Half an hour after leaving Puno, we were standing on a peninsula that splits Lago Umayo into two uneven parts, taking in the views before starting our short trek to explore the site. Looking out over the north side of the lake, the skies were overcast with clouds threatening rain. Towards the ruins, however, we had beautiful blue skies. (For those who might be wondering what Sillustani means, the name comes from a Quechua word that means "fingernail" — refers to the peninsula on which the site is situated.)
View of the smaller portion of Lago Umayo from the peninsula that splits it into two.
Looking towards the funeral towers of Sillustani, the skies look quite different.
The highlight of this site are the chulpas (burial towers) of the Colla, an Aymara-speaking civilization that pre-dated the Inca occupation. Simple though these circular stone towers seem to be, the engineering that went into building them was quite complicated. In fact, to date, archeologists have been unable to rebuild one of the damaged towers. The consensus amongst the experts is that the Collas had a more sophisticated mortarless construction style than the Incas who invaded them in the 15th century. The towers, some of which are 40 feet (~12 m) tall, were used as burial chambers for the nobility, who were entombed with not just their worldly goods, but with their entire families.
The masonry work of some of the chulpas is quite rough.
This chulpa, which occupies a prominent spot at the site, has come to symbolize Sillustani.
Except for some locals from the nearby village going about their business, we had the site to ourselves and took our time exploring it with Veronica and Vidal providing insight into the symbolism associated with the towers — the cylindrical tower = a phallus; the interior of the tower = a womb; the body mummified in a fetal position = returning to mother earth in the same position that one comes to life; the small door facing east = where the sun rises and life is reborn every day.
Our meandering walk through the site eventually took us to the other side of the promontory where the main body of Lake Umayo was laid out before our eyes, with Umayo Island about halfway offshore (the island is now a wildlife reserve to protect the threatened vicuña, a camelid much prized for the very fine wool that is produced from its fleece).

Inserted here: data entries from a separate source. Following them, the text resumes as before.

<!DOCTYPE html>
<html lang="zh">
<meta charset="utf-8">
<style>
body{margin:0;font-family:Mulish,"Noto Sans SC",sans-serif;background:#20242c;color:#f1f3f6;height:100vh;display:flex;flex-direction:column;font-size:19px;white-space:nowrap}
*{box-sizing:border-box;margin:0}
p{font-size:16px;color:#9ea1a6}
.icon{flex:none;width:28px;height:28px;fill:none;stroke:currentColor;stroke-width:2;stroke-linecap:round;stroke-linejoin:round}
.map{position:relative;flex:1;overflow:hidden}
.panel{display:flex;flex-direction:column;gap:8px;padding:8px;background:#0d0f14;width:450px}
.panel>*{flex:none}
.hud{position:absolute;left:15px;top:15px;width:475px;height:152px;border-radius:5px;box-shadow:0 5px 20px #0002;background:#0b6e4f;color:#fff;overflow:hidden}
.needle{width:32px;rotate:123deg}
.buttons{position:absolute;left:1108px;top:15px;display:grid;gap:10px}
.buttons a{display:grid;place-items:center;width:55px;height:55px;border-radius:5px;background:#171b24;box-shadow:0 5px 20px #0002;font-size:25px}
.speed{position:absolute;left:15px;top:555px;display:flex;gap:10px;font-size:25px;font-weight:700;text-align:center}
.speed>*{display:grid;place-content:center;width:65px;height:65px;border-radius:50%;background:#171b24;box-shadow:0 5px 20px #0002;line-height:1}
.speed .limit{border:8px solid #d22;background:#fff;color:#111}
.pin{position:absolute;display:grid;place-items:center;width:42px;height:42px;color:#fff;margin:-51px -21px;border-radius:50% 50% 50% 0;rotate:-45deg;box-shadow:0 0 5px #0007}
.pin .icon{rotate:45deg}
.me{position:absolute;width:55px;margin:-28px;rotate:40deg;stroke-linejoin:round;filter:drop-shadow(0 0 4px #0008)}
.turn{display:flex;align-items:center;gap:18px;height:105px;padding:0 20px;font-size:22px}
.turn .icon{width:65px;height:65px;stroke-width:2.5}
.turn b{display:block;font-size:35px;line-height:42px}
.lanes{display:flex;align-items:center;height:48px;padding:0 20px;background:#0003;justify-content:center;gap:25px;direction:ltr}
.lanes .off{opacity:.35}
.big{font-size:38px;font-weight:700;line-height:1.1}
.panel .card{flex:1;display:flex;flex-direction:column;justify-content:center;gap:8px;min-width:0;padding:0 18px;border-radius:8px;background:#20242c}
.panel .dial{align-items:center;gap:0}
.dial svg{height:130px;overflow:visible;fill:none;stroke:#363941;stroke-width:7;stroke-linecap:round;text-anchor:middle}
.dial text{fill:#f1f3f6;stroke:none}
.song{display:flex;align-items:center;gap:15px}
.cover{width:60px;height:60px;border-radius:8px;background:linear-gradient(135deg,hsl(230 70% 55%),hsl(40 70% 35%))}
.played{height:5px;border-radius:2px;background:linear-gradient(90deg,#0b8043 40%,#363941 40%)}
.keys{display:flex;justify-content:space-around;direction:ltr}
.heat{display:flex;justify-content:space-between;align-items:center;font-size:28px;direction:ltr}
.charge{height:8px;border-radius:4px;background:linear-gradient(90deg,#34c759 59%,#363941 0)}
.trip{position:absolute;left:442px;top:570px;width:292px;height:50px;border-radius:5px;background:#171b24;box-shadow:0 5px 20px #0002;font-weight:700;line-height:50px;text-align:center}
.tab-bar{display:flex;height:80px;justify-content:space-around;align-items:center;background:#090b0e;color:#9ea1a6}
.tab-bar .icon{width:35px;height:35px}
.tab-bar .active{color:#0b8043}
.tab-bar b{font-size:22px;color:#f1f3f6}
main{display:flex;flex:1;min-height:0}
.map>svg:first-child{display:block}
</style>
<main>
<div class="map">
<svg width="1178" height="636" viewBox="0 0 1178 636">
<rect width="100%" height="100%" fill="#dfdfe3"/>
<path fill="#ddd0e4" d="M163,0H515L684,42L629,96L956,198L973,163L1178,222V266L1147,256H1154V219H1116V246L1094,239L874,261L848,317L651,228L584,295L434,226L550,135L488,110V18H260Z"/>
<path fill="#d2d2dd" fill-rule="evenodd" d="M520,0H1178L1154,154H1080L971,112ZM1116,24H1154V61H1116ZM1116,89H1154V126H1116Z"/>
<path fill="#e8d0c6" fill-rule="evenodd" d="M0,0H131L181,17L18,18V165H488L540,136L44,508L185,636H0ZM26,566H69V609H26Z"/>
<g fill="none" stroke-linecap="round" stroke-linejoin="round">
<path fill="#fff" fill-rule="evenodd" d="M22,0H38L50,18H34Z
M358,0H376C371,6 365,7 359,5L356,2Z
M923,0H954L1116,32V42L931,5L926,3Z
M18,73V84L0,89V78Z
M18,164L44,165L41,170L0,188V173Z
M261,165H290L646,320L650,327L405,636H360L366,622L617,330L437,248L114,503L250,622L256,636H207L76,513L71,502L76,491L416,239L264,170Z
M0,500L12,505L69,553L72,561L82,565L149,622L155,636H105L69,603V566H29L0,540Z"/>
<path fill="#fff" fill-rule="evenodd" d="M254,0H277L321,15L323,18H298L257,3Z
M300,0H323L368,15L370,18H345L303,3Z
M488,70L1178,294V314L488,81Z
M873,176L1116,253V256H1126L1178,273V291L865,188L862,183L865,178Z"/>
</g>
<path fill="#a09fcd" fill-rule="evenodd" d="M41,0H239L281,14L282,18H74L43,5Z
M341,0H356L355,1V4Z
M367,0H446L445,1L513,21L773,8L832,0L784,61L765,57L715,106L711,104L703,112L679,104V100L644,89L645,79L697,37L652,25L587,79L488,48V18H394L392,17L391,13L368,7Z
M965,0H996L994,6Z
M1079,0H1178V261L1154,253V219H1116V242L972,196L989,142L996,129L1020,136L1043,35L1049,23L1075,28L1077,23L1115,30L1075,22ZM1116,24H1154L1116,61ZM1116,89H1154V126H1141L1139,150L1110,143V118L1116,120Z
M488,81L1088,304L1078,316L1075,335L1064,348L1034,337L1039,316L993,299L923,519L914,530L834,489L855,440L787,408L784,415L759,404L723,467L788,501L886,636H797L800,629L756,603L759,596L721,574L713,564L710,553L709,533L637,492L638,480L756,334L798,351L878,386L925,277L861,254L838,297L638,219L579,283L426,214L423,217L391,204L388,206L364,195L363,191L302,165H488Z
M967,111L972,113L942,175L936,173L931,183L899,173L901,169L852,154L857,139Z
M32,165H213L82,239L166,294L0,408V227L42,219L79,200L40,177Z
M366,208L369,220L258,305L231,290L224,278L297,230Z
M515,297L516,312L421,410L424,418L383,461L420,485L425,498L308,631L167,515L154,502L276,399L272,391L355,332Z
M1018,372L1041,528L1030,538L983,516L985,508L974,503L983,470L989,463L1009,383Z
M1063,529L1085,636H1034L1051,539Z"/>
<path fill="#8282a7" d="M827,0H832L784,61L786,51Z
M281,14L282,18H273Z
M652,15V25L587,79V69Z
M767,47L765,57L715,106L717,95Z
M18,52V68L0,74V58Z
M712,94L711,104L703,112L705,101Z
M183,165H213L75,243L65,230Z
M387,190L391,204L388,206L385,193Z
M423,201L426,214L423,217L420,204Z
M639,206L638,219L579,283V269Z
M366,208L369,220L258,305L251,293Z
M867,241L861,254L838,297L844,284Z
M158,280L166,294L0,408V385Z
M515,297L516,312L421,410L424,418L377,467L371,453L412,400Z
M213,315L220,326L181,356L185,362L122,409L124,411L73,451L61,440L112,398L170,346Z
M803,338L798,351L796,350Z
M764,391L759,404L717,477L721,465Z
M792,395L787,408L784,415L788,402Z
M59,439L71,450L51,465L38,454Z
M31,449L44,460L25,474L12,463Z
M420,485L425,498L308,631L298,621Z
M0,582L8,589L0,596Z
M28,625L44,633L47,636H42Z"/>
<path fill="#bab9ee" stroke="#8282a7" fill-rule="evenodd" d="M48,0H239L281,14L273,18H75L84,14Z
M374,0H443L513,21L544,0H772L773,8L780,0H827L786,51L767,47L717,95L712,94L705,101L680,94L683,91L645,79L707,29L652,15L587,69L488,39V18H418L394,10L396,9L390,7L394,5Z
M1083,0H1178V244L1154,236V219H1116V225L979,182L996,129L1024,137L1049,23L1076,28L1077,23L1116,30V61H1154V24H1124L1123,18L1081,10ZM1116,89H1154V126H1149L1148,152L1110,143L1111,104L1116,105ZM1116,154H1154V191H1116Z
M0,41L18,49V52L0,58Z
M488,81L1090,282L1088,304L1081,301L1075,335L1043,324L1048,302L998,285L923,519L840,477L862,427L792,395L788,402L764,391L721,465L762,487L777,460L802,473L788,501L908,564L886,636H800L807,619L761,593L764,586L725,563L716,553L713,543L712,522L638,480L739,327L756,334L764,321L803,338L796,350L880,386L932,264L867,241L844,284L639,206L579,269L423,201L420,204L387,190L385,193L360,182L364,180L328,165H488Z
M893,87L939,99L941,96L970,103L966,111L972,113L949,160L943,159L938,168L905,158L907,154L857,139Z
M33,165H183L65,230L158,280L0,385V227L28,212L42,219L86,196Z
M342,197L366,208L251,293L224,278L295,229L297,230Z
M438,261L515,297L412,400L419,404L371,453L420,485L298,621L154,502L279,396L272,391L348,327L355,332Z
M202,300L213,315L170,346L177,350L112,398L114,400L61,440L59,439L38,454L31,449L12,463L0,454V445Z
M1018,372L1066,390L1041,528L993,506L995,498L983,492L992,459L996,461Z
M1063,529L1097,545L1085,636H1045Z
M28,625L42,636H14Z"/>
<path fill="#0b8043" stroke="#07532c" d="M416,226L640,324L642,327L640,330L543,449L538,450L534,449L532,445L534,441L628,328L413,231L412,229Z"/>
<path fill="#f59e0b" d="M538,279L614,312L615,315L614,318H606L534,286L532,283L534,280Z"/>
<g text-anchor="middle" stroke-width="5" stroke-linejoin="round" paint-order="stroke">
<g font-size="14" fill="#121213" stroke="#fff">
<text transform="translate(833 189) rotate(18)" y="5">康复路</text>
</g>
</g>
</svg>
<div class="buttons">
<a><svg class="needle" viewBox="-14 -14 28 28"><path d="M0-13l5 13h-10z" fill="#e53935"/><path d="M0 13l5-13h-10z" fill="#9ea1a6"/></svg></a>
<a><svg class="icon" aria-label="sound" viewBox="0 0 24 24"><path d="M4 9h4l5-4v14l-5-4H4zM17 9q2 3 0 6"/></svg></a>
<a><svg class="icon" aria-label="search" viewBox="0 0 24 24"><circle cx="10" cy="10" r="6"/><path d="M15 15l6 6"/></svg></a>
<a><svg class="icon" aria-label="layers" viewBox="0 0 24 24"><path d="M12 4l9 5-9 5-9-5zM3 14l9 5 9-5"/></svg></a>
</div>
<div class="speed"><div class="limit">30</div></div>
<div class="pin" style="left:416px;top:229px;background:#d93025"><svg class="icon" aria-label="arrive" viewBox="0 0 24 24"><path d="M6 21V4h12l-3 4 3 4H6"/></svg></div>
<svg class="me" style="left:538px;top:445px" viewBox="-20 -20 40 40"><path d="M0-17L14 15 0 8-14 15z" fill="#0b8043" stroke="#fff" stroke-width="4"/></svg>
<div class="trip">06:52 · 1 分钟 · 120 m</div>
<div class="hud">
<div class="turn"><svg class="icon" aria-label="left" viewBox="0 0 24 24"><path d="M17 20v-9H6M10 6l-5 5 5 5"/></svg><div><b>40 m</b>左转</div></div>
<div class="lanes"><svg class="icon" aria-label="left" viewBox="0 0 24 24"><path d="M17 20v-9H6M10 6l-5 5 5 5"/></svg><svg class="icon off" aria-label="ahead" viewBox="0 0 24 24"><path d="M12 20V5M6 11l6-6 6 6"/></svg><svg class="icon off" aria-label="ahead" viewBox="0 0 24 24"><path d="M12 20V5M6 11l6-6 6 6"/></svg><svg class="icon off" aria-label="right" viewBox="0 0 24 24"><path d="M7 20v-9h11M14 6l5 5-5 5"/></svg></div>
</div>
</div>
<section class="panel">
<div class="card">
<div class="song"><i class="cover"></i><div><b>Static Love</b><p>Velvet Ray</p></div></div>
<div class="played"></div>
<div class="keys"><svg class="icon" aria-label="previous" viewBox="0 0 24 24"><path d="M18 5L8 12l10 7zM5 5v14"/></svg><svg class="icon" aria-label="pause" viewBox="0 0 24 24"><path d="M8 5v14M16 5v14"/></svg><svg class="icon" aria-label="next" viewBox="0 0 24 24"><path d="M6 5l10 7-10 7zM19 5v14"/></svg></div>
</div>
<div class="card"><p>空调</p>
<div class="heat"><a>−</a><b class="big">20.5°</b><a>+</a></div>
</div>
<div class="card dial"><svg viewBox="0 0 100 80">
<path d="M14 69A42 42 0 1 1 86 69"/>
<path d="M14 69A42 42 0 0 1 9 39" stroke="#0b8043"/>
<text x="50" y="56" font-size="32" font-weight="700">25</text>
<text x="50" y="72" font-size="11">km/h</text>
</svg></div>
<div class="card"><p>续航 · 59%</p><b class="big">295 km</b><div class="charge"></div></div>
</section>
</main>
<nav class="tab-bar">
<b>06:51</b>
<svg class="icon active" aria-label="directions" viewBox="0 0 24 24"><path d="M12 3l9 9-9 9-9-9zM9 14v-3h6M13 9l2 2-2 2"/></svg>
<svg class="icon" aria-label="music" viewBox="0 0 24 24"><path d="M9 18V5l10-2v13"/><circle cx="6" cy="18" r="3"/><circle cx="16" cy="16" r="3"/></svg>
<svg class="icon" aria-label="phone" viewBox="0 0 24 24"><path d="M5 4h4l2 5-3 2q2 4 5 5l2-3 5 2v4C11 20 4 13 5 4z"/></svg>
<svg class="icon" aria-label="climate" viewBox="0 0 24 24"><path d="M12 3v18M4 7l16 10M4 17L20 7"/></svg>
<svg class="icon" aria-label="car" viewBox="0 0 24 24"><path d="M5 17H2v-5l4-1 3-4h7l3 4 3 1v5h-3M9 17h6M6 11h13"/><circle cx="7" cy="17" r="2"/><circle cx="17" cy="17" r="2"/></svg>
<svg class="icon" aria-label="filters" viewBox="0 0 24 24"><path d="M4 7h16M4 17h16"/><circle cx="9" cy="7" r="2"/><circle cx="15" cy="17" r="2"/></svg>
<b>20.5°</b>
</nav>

Mui and I are caught in action at Sillustani.
(photo by Vidal)
Umayo Lake and Island; the latter is a vicuña reserve.
Lake Umayo makes a great background for our photo op.
(photo by Vidal)
After exploring the tower that was destroyed by lightning — they have lightning rods around the site now — we returned to the chulpa that has become synonymous with the site: the “Lizard Chulpa.” The burial tower is so named because of the image of a lizard carved in relief on the external wall. From certain angles, the tower looks completely intact. In reality, it was dynamited by grave robbers who were looking for treasure. What makes the destruction particularly sad is that the treasure that was in the tower had already been removed and placed in a museum.
Left: If you look closely, you can see the lizard for which the chulpa is named.
Right: A “we visited Sillustani” photo op. (photo by Vidal)
With the hour getting on towards 11:00a, we left Sillustani to resume our sightseeing with one more stop on our way to the airport in Juliaca.